Because of California's progressive energy programs, we now use less electricity per capita than anyone else in the nation. Our energy grid is less reliant on fossil fuels and uses more renewable energy than average. And we've taken steps to protect our snowpack and coastal economy from the worst effects of global warming by enacting the first law in the world to control greenhouse gas emissions from cars, setting a clean electricity production standard, capping total greenhouse gas emissions, designing a low carbon fuel standard, aiming for aggressive renewable energy goals and linking land use to global warming policy, among other new ideas. Many other states, hungry for action, have taken matters into their own hands and adopted similar policies.
As a coastal state, we're trying to take better care of the ocean here, too. We started by setting up the first statewide network of parks in the sea or "marine reserves." Then when two national bipartisan committees called for a new era of ocean conservation, while Washington, D.C., turned a deaf ear, California heeded the call for improved governance and set up the first Ocean Protection Council. Now other states like New York have set these up, too.
These are just a few examples of what states have been up to. So now that there's new leadership in Washington, D.C., there are workable models and active coalitions of business and local government and labor and environmental and community groups all ready to help move a productive agenda at the national level. California's Congressional leaders have been paying attention to the progress in our state and they are set to lead. Fortunately, they're in the right place at the right time. Not only has President Obama tapped some top California talent like Energy Secretary Steven Chu, Labor Secretary Hilda Solis (LCV* score 85%) and CEQ head Nancy Sutley, but our senators and representatives are in leadership positions that make a difference. Both the Senate Environment Committee and the House Energy and Commerce Committees - the two committees that will design federal global warming legislation - are headed by veteran California environmental heroes - Sen. Barbara Boxer (LCV 100%) and Rep. Henry Waxman (LCV 100%) respectively.

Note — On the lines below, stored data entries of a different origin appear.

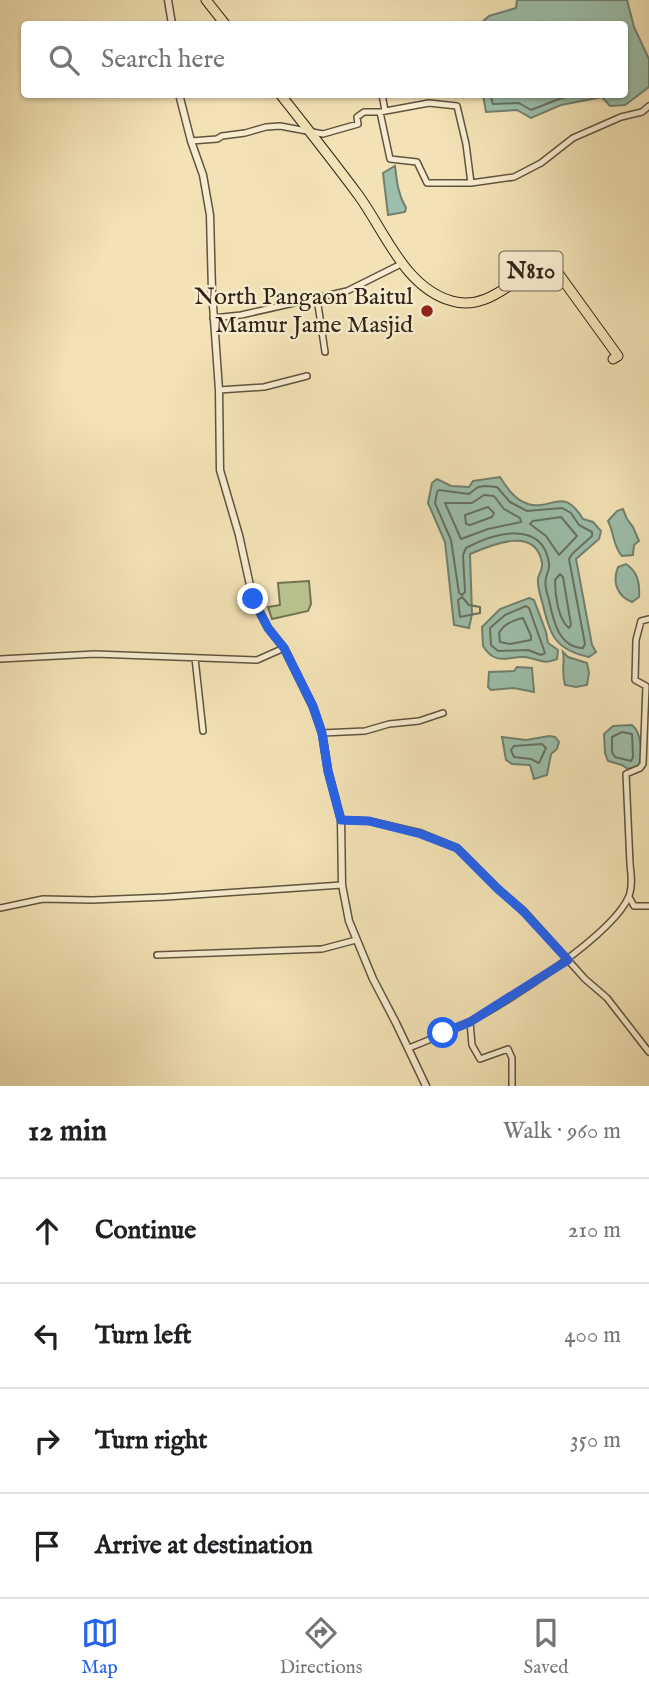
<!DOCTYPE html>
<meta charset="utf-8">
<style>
body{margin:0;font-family:"IM FELL English",serif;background:#f6f6f6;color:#202124}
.stop{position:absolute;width:21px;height:21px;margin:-16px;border:5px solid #2563eb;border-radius:50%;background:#fff}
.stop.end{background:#2563eb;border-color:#fff;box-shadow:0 2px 7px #0008}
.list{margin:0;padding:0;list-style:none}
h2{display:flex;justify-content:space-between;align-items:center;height:91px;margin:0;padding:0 28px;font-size:30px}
h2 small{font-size:23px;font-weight:400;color:#757577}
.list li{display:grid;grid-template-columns:46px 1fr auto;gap:21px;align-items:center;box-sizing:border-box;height:105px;padding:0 28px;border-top:2px solid #e0e0e0}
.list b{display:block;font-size:26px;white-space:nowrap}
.list em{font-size:23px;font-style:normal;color:#757577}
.icon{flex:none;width:38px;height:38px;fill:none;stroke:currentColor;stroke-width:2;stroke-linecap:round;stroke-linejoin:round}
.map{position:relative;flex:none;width:649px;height:1086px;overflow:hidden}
.search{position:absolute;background:#fff;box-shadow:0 2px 5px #0004;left:21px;right:21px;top:21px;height:77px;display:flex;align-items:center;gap:18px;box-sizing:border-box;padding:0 24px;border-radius:7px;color:#757577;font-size:26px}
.sheet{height:511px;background:#fff}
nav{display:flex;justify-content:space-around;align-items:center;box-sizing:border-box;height:98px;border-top:2px solid #e0e0e0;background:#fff;font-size:19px;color:#757577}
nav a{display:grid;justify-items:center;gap:4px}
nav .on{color:#2563eb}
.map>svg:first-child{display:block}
</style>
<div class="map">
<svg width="649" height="1086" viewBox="0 0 649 1086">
<rect width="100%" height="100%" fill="#f2e2b5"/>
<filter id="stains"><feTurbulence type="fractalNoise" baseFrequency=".00286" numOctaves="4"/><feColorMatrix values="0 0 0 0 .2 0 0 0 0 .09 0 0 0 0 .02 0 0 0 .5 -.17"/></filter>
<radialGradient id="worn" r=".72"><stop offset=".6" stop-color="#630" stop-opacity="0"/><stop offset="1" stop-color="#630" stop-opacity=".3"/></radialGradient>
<path fill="#b9c38e" stroke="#747453" stroke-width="2" d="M 309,581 L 311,604 L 308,611 L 272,619 L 268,607 L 280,605 L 278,583 Z"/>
<path fill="#9cbeaa" stroke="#708070" stroke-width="2" d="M 517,0 L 627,0 L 634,27 L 649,59 L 649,87 L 625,105 L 610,106 L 602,97 L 561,105 L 531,118 L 517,110 L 486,112 L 483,95 L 624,94 L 624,24 L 480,24 L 489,16 L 516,8 Z
M 395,166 C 397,183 398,194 406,208 L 405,212 L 388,215 L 383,173 Z
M 500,477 C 507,488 515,500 528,504 C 553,511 562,485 583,519 L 593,522 L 601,531 L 599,539 L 576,559 L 592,645 L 596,652 L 589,657 C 556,650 550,636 543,605 C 541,597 537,587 538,579 C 539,572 543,570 542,563 C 536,526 493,544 470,554 L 472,614 L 469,628 L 454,625 L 445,542 L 428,503 L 432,483 L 437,479 L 451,486 L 469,487 L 473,481 Z
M 623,509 L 627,519 L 633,527 L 639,541 L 634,545 L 633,555 L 622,556 C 613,547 614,532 608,521 L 617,511 Z
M 626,564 C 638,572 640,583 639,597 L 632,602 C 617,596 612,582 618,567 Z
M 529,598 L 534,600 L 546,632 L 548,643 L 558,650 L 557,659 C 544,664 542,661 530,658 C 512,653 497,669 483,646 L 482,627 L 500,609 Z
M 563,652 L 568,657 L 587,663 L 589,673 L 587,685 L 576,687 L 565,685 C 561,671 565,663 563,652 Z
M 517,667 L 532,668 L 534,692 L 514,688 L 491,690 L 488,687 L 489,672 L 514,671 Z
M 632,725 C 642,733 642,753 639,766 L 628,769 L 622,765 L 608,761 L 605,753 L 604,734 L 613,726 Z
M 549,736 L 555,737 L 559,742 L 557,749 L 551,754 L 547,775 L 534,779 L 530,765 L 512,764 L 506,760 L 502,737 L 526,740 Z"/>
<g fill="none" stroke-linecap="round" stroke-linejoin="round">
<path stroke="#667161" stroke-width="2" d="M 490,94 L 493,104 L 519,103 L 531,110 L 559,99 L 578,94
M 485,486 L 497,487 L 510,502 L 527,511 L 562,508 L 571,513 L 579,525 L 592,532 L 592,536 L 572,554 L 569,559 L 585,644 L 583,648 C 558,647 553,619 549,600 C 547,593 544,585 546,578 C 547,572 550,570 549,563 C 542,519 494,533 466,548 L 463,555 L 465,592 L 462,595 L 459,593 L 451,540 L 435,503 L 437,492 L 439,490 L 469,494 L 478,487 Z
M 484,495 L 494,496 L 504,509 L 520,518 L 521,522 L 488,529 L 461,539 L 445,503 L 472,503 Z
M 488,507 L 494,513 L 492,517 L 470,525 L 466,524 L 465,515 Z
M 561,517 L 577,536 L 559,555 L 546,536 L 530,524 L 533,521 Z
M 560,574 L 563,577 L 571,625 L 569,628 C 558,620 555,594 555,580 Z
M 462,597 L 469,605 L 480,607 L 480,613 L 460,617 L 458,600 Z
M 526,606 L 529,608 L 545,653 L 541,655 L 528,650 L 498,651 L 491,645 L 490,628 L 505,615 Z
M 523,618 L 531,636 L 531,640 L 510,644 L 500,642 L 499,633 C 504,624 513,620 523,618 Z
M 622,732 L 632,734 L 633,757 L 631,761 L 615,757 L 612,752 L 612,737 Z
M 542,744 L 546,748 L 539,763 L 531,759 L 514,757 L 511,750 L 514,746 Z"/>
<g stroke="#60543f" stroke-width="8">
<path id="minor" d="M 382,94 L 385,111
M 380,112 L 429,103 L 457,106 L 466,144 L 471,183
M 191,141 L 217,139 L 222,136 L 245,133 L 266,127 L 280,126 L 323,134 L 358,124 L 357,117 L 364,112 L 380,112 L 390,159 L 417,162 L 427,183 L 471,183 L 514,177 L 541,163 L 573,138 L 621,117 L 642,112 L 649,106
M 317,298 L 325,352
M 213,318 L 241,315 L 347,291 L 403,263
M 219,390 L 264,387 L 307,376
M 195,658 L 203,731
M 0,659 L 95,654 L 257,660 L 284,648
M 322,733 L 365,731 L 389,724 L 419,721 L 443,713
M 341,820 L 369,821 L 421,833 L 457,848 L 498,889 L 523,910 L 585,979 L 607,998 L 649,1052
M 629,897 L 634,906 L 649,906
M 0,908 L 43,899 L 92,900 L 166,897 L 342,885
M 157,955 L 322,949 L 356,940
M 470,1022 L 472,1045 L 480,1059 L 508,1049 L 512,1058 L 512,1086
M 409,1048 C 429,1040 449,1032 469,1022 C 507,1003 614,934 629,896 C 633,885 631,874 630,864 L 626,774 L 640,768 L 643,764 L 646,686 L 635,680 L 636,640 L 641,621 L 649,619"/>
</g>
<g stroke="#60543f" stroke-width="9">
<path id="tertiary" d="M 168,0 L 172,24
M 179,94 L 191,141 L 203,175 L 210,215 L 212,291 L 219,390 L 220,470 L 239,535 L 253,599 L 268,628 L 284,648 L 313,707 L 322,733 L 328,771 L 341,820 L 342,885 L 349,921 L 373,979 L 396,1023 L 426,1086"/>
</g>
<g stroke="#2f2418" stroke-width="11">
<path id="trunk" d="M 206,0 L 225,24
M 280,94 C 307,128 333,161 359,196 C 385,232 405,288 452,301 C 499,315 530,251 558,273 L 618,356 L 613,359"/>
</g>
<use href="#minor" stroke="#f7eccf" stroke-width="5"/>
<use href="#tertiary" stroke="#f7eccf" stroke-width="6"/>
<use href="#trunk" stroke="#f2e2b5" stroke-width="9"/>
</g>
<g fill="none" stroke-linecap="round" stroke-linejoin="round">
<path stroke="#2563eb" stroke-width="9" d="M 253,599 L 268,628 L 284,648 L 313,706 L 322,733 L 328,771 L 341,820 L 369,821 L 421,834 L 457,848 L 498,889 L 523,911 L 568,960 L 470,1022 L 443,1033"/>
</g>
<circle fill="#8f2418" stroke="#f7eccf" stroke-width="2.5" cx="427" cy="311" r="7"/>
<g text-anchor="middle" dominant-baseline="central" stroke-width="5" stroke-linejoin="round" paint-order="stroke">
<rect fill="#f7eccf" stroke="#6b604f" stroke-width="2" x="499.5" y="251.5" width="63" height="39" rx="5"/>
<g font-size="23" font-weight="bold" fill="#2f2418">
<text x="531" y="271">N810</text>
</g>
<g font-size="24" fill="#2f2418" stroke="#f7eccf" text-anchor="end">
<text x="413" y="297">North Pangaon Baitul<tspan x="413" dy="28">Mamur Jame Masjid</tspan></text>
</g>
</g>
<rect width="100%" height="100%" filter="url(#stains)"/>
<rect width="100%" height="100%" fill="url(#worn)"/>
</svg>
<div class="stop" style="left:443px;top:1033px"></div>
<div class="stop end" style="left:253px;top:599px"></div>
<div class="search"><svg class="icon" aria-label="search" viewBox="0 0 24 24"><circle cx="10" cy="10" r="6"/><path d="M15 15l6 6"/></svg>Search here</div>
</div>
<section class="sheet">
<h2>12 min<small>Walk · 960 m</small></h2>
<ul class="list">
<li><svg class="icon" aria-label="ahead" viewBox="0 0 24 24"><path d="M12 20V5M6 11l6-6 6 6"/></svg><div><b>Continue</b></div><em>210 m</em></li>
<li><svg class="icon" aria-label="left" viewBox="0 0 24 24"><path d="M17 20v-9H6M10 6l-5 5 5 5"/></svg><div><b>Turn left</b></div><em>400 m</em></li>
<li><svg class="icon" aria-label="right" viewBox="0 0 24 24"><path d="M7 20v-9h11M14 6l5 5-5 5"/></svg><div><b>Turn right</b></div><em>350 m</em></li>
<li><svg class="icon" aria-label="arrive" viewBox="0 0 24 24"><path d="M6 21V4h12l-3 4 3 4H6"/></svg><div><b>Arrive at destination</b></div></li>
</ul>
</section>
<nav>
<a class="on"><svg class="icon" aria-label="map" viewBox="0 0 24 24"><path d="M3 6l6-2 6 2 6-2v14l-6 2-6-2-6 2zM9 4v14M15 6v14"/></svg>Map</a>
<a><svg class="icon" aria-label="directions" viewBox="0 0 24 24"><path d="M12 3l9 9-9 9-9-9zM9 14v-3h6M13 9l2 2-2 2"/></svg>Directions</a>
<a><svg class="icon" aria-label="saved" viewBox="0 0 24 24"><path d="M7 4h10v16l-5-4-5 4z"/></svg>Saved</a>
</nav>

They know how California has managed to have a strong economy while making history fighting climate change and they know how to translate that nationally. Sen. Feinstein (LCV 100%) not only heads up the Senate Intelligence Committee, when it comes to the environment, she chairs the committee with the purse strings - the Interior Subcommittee of the Senate Appropriations Committee. And of course Speaker Pelosi has a long history of working to protect the environment. The district she represents used to be represented by the late Phil Burton - father of some of the most magnificent national parks and wilderness areas in the country. The legacy of that seat lives on. She named environmentally savvy George Miller to chair the House democratic policy committee. Rep. Sam Farr (LCV 92%) has been an ocean champion since he was on the Monterey County Board of Supervisors. Now his Oceans 21 legislation, an innovative approach to ocean conservation, has a real chance. Californians have sent environmental leaders to Congress. We have 56 members of Congress - the biggest delegation by far and nearly 60% of them have LCV scores 85% or higher (16 of them perfect 100s - Boxer, Feinstein, Berman, Capps, Davis, Eshoo, Harman, Honda, Lee, Lofgren, Sanchez, Schiff, Stark, Tauscher, Waters and Tauscher).
California's diversity and size enable us to field a hard-hitting team in Washington. Now they have a chance to bring some light to national environmental leadership. Ride on dudes!